I'm building an api, but I'm too afraid to it wrong with db design. I'm trying to practice an address book, where employee can have their addresses (home, work, other). So is this many to many relationship?
Is my db design correct? a compound table is created to for flexibility
Is ON DELETE and ON UPDATE important here? How to set it so that an employee is removed, we don't want to keep other records in other 2 tables?
First off I feel compelled to add that SO is not really the place for this, I am not sure but it wouldn't surprise me if there is a site/board just for Databases. A lot of this stuff is personal preference and Opinion.
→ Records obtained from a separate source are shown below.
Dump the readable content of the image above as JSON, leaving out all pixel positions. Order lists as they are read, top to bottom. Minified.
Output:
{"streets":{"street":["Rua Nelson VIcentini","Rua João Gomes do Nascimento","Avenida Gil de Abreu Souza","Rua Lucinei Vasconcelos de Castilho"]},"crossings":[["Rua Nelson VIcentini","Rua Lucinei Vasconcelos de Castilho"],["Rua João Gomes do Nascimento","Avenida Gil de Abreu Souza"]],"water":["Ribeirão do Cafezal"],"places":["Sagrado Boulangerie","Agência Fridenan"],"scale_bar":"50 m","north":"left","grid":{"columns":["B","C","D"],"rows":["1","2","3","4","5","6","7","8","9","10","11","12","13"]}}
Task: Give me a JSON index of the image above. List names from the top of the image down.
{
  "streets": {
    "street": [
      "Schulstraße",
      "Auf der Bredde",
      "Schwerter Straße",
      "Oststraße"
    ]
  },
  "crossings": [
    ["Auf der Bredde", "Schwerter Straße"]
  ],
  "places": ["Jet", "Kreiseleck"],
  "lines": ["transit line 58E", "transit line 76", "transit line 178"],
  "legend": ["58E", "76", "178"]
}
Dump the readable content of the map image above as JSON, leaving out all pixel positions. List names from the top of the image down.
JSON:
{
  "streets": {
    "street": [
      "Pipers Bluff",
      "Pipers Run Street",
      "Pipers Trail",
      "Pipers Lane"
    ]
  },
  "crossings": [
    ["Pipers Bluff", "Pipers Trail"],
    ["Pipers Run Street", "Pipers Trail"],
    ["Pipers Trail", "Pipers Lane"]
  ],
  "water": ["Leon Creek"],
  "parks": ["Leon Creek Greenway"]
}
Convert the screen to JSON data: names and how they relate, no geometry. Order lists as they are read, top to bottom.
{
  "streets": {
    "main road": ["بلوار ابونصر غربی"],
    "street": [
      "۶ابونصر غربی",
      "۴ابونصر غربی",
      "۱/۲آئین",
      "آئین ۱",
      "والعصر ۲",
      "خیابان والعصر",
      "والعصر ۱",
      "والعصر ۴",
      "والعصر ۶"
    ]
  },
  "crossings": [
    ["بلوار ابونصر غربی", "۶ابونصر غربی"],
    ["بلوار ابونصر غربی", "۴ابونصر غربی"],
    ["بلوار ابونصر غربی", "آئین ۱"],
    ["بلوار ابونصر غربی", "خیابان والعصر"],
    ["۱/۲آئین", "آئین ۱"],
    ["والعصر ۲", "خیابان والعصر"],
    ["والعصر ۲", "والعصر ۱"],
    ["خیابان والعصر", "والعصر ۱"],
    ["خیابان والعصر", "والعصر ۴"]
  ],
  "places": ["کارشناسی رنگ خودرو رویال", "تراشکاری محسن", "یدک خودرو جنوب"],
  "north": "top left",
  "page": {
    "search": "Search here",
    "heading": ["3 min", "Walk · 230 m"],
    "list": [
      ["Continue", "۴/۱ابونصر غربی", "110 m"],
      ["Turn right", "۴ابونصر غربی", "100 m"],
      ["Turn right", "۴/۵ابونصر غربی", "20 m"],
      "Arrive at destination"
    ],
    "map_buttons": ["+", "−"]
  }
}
Probably something like this would be a more appropriate place:
https://dba.stackexchange.com/
That said:
I would change the PK to just id in the tables, so address_type.id it would just be id and the same for person. It just becomes to redundant to do person.person_id
the id's should be INT(10) unsigned AUTO INCREMENT 10 is ten places, or about 99,999,999,999. You can't have negative ID's so the DB should enforce this. I do 10 because, it's INT(11) and that keeps the sign place reserved. It's not really necessary, but i do it out of habit for any unsigned int.
I would plural the bridge table persons_addresses. Because, records in person or address are for one entity. Records in the bridge table are for multiple entities. For me it makes it easier to tell that it's a bridge table. All others are singular these are plural, for example.
The main thing for "naming convention" is to be consistent. if you do {table}_id for your IDs then do them all that way. If you do person don't do something like zipcodes for a table. And even the column names if you do person_id then dont do any columns like FullName, fullName or Full_name etc. I would say pick a way and stick to it, it makes it much easier when you write code if you know ahead of time the table name will be singular. As I said I like the plural use for the bridge table as you would seldom use them by themselves.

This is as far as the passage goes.